そんな需要に応えてか、C++11では、今までの標準rand()関数に加えて、
しっかりした乱数生成クラスが採用されたました。

古い仕様の関数を完全に置き換えてくれてもよかった気がしなくもないのですが、
新しいクラスとして追加です。
(クラスのため、C言語からは呼べないんですよね。大学の研究室=乱数が必要なところ とかでは未だに純粋Cを使ってたりすると思うんですが。)

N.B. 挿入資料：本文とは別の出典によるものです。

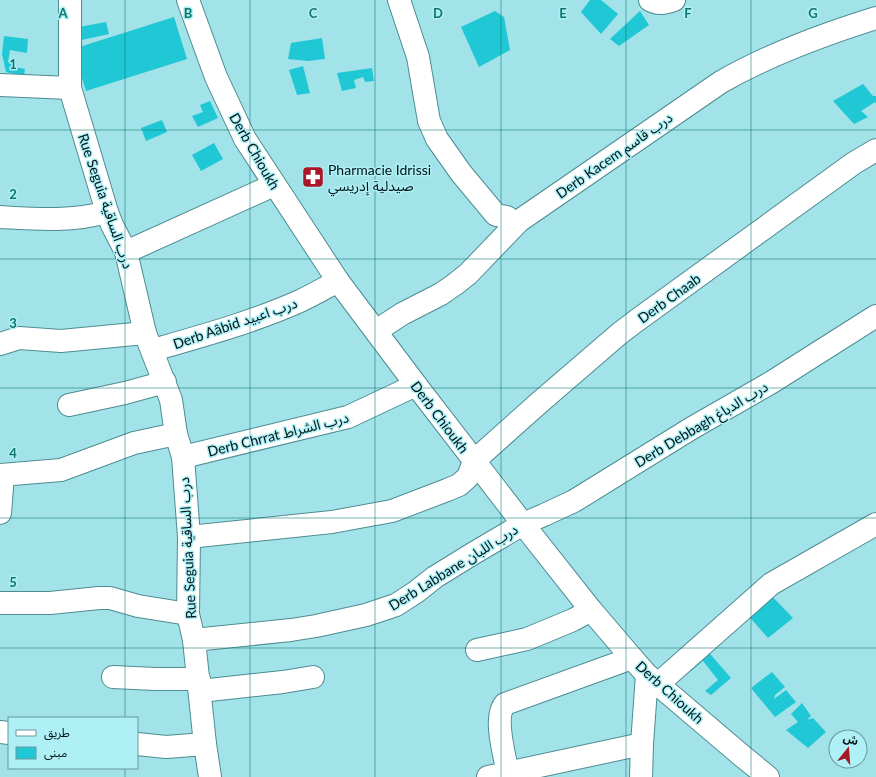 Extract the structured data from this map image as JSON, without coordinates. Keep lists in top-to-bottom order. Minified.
{"streets":{"street":["Derb Chioukh","Derb Kacem درب قاسم","Rue Seguia درب الساقية","Derb Chaab","Derb Aâbid درب اعبيد","Derb Debbagh درب الدباغ","Derb Chrrat درب الشراط","Derb Labbane درب اللبان"]},"crossings":[["Derb Chioukh","Derb Kacem درب قاسم"],["Derb Chioukh","Derb Chaab"],["Derb Chioukh","Derb Aâbid درب اعبيد"],["Derb Chioukh","Derb Debbagh درب الدباغ"],["Derb Chioukh","Derb Chrrat درب الشراط"],["Derb Chioukh","Derb Labbane درب اللبان"],["Rue Seguia درب الساقية","Derb Aâbid درب اعبيد"],["Rue Seguia درب الساقية","Derb Chrrat درب الشراط"],["Rue Seguia درب الساقية","Derb Labbane درب اللبان"],["Derb Debbagh درب الدباغ","Derb Labbane درب اللبان"]],"places":{"pharmacy":["Pharmacie Idrissi صيدلية إدريسي"]},"legend":["طريق","مبنى"],"north":"top","grid":{"columns":["A","B","C","D","E","F","G"],"rows":["1","2","3","4","5"]}}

たとえば、1から100までのランダムな整数がほしかったら

int main(){
  std::random_device rnddev;
  std::mt19937 mt(rnddev());

  std::uniform_real_distribution<double> rnd(1.0, 10.0);

  for(int i=0; i<10; i++){
    std::cout << rnd(mt) << std::endl;
  }

  return 0;
};

となります。

乱数生成のアルゴリズムは世界にたくさん存在しているが、上のコードは『メルセンヌ・ツイスター法』とかいうアルゴリズムを使っています。
決して 名 前 で 選 ん だ なんてことはありません(`・ω・´)
高速かつ十分ランダムな実用的乱数生成方法として知られているものです。
(うちの研究室でも使っています。)

std::uniform_int_distribution<int> rnd(1, 10);

の部分ですが、
-20から40までの整数がほしければ

std::uniform_int_distribution<int> rnd(-20, 40);

とすればいいですし、
実数(double精度)でほしければ

std::uniform_real_distribution<double> rnd(1.0, 10.0);

とすればOKです。

等確率で値が出るのが普通の乱数(一様分布)ですが、
たとえば正規分布状に値が出現してほしい時というのもあります。
C++11では、
・一様分布
・ベルヌーイ分布
・ポアソン分布
・正規分布
・サンプリング分布
が、標準で使えるようです。
平均が0、標準偏差が1の正規分布なら、

double mu = 0.0;
double sigma = 1.0;
std::normal_distribution<double> rnd(mu, sigma);

こんな感じ。
自分の場合、正規分布以外はあまり使う機会なさそうです…。

昔のsrand((unsigned)time(NULL));
に相当するのが

std::random_device rnddev;
std::mt19937 mt(rnddev());

です。
random_device というのが、時刻とか機械固有の番号とかを調べて乱数を作るためのクラスらしいです。
処理時間を気にしないのであればこのクラスだけを使ってもいいのだとか。
ただし遅いので、普通はメルセンヌ・ツイスターなどのアルゴリズムを使います。

それと、ランダム性をさらに上げたい場合には、
random_deviceでいくつか乱数を生成して、それら全部を考慮するみたいなことをするらしいです。
あと、本当はメルセンヌ・ツイスター法を使うためのクラス mt19937 も、簡単に使えるようにてきとーに(適切に)設定されたパラメータを使っているらしく、もっとカスタマイズ可能らしいです。それ以上はわかりません(・ω・)

C++に慣れていない人には、
rnd(mt);
の部分が不思議かもしれませんが、まぁこういうものです。
「rnd」って変数名なのに、関数みたいに使っていますからね。

よく、
「0から9までの数を得るためには、 rand()%10 とすればいい」みたいな話もあります。
昔のrand()関数を使って手軽に処理したい場合にはこれでもいいですが、ランダム性は低いです。
rand()関数の仕様がそもそも悪いことで有名ですし、
そうでなくても、割り算の余りを使うというのは安直すぎます。
仮に、0から9まで等確率で出現する関数f()があったとします。 f()%7は、3から6よりも0,1,2になりやすいですよね。スケールは違いますが、そういう状況は起きます。
っていうか、なんで昔のC言語の規約であんな中途半端な乱数が認められたのか…。